Alors, si les curieux des affaires militaires y trouveront leur compte (mon attention ayant été appelée sur ce livre dans le podcast « Le Collimateur » de l’IRSEM), pourquoi le recommander aussi aux lecteurs plus « civils » ?

Tout d’abord parce qu’il exprime, sous une forme originale, des concepts que les praticiens du changement et de l’innovation reconnaitront, même s’ils en sont familiers sous d’autres termes. Et aussi parce qu’il témoigne de la fécondité des échanges entre mondes militaire et civil, en particulier lorsque les crises s’étendent à tous les domaines de la société…

 

Attracteurs étranges

Ce livre fait réfléchir.

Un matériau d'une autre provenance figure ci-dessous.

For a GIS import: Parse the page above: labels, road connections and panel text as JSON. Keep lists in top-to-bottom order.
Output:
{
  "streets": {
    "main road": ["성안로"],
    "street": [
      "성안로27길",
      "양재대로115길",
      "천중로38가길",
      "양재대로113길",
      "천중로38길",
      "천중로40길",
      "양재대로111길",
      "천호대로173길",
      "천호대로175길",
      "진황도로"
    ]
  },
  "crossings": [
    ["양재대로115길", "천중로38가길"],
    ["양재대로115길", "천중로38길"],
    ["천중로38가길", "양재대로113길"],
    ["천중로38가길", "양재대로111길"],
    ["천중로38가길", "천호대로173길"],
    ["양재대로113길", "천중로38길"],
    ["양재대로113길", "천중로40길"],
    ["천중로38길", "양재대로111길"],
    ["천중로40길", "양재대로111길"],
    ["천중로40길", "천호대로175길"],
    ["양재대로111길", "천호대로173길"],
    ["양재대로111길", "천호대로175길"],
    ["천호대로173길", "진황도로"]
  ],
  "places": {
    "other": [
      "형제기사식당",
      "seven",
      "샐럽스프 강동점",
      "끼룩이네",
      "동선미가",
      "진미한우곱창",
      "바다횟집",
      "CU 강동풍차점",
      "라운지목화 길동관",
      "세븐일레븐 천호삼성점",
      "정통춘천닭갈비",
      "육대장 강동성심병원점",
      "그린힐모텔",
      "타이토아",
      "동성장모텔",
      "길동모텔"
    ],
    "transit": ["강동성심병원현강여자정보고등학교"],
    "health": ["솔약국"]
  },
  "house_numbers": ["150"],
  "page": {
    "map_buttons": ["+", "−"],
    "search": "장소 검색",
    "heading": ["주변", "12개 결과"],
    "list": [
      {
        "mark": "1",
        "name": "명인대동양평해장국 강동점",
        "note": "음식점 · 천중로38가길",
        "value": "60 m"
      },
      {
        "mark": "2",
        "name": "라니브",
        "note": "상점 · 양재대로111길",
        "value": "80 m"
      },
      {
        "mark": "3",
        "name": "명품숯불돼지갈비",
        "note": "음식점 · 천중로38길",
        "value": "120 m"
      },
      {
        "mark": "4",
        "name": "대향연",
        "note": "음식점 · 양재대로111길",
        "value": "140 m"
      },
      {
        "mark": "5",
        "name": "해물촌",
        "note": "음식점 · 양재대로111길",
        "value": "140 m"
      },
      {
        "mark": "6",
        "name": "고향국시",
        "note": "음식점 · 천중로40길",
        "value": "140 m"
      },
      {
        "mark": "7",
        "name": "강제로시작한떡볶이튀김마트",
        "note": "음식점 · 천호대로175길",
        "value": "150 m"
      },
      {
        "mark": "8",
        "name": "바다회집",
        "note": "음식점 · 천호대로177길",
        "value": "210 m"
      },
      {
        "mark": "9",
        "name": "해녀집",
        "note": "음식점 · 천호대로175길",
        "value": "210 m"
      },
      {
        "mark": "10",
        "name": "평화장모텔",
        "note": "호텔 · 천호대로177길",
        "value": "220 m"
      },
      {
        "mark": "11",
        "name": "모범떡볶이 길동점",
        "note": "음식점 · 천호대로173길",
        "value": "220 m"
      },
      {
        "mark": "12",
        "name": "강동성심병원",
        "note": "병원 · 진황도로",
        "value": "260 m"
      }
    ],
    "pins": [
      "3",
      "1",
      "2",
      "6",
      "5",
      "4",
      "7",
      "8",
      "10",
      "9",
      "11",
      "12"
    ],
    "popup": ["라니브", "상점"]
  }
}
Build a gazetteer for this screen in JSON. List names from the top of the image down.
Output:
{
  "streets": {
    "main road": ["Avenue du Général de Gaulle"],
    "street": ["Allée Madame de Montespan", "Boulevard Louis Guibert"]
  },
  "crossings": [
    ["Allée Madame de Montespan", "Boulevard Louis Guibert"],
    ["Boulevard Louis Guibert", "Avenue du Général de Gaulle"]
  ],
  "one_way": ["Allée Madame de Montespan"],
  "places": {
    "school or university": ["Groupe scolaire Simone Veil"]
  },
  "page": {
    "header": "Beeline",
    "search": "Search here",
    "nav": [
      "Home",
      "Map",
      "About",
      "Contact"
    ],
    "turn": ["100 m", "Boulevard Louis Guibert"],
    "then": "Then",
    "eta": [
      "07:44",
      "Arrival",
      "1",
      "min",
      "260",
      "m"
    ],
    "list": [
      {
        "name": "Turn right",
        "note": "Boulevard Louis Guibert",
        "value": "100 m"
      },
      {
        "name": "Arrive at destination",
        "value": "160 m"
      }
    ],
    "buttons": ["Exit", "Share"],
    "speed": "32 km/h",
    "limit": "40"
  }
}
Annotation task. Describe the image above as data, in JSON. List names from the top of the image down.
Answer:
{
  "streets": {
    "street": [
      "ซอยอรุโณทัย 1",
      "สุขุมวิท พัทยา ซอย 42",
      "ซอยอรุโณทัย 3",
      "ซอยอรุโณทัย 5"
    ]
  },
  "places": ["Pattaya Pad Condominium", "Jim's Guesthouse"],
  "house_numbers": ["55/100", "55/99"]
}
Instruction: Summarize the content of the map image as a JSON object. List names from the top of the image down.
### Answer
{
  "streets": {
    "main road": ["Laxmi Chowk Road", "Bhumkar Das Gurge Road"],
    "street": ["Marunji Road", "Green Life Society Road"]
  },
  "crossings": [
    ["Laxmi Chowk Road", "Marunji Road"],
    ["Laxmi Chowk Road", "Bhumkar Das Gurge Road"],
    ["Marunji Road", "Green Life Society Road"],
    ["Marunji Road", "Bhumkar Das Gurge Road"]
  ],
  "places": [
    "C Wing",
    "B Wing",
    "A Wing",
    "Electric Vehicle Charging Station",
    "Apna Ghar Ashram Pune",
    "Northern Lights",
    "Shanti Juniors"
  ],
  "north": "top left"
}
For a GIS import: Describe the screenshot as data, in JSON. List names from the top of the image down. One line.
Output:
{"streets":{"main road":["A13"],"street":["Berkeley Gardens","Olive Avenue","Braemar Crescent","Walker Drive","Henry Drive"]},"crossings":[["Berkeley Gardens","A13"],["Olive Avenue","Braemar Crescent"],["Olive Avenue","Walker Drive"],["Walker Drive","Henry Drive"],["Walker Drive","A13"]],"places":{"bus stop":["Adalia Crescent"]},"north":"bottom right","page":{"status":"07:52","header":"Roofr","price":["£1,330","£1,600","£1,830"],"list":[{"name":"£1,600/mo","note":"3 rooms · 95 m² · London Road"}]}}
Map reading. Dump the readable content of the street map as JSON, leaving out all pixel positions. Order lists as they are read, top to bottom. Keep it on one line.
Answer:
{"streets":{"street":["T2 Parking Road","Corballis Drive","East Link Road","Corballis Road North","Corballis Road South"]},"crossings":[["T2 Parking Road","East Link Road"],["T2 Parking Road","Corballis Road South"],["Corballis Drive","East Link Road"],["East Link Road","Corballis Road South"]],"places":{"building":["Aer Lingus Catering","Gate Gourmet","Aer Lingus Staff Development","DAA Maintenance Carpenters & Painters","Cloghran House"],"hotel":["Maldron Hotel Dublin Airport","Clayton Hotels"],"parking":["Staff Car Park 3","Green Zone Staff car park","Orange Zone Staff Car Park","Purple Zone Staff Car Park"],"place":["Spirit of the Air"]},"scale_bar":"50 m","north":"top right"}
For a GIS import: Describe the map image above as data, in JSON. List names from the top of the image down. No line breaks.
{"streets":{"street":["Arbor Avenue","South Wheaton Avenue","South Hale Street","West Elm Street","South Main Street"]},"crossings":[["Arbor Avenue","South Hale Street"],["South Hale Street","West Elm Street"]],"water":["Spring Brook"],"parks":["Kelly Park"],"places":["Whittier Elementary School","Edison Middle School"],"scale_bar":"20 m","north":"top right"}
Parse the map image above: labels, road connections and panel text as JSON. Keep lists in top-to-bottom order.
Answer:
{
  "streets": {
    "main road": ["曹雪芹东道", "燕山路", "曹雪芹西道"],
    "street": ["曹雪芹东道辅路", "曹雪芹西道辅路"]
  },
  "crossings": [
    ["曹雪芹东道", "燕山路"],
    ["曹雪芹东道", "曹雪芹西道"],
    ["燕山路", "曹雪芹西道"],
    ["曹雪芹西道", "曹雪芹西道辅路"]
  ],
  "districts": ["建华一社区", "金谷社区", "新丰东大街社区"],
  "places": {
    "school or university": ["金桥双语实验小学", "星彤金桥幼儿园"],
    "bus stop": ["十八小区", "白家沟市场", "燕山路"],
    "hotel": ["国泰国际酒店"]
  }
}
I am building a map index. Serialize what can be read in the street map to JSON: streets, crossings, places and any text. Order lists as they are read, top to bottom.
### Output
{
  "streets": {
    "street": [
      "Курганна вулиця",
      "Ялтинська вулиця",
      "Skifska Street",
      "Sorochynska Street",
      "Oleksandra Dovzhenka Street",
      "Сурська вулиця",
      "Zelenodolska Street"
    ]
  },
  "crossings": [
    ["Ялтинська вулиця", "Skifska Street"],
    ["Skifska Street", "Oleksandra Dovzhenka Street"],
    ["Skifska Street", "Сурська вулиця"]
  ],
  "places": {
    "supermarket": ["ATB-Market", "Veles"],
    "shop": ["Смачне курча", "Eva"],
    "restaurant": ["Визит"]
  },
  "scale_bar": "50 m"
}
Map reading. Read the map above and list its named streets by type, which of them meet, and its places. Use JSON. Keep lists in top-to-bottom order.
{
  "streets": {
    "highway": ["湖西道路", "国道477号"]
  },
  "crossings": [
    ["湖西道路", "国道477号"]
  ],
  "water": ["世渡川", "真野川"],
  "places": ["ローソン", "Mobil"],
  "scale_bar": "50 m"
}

Il fait sourire aussi.

Par exemple quand Cédric Villani cite le grand mathématicien Henri Poincaré, pour illustrer la fulgurance de la pensée innovante. Car Henri Poincaré est aussi à l’origine de la « théorie des trois corps »qui posait, au tout début du 20e siècle,  les bases de l’imprédictibilité des systèmes physiques et, par là, de ce qui allait devenir la « théorie du chaos »[1] : une dynamique inspirante, à la fin des années 80, autour de ce terme parfois fourre-tout, de la complexité, de l’imprédictibilité, des fractales…

De même quand Emmanuel Chiva affirme « le chaos, c’est la sensibilité à la rupture ». S’il fait sans doute référence, à travers cette formule, aux « bifurcations » des systèmes complexes, dont certaines peuvent conduire au chaos loin de l’équilibre, le chaos, c’est aussi la « sensibilité aux conditions initiales ». Le battement de l’aile du papillon, ou le clou défectueux du fer du cheval qui fera l’échec de la manœuvre militaire …

Peut-être ce livre aurait-il aussi mérité quelques références aux approches scientifiques du « chaos », au-delà de l’acception courante. Qui auraient notamment permis d’appuyer la réflexion sur la prise en compte, dans le chaos, des « attracteurs étranges » : des champs des possibles dans lesquels la prédictibilité précise est impossible, mais qui sont des espaces d’équilibre féconds, aux frontières du chaos. Des espaces de désordre libérateur, créatif, mais sûr. Et tellement harmonieux, d’ailleurs, qu’on ne peut être que frappé par l’esthétique des représentations numériques aisément consultables. Des formes que l’on retrouvera, aussi, dans le monde du vivant en observant le ballet auto-organisé des vols d’étourneaux ou de poissons. Sans doute ce que Jean-Baptiste Colas souhaite appeler des « blocs d’opportunité ».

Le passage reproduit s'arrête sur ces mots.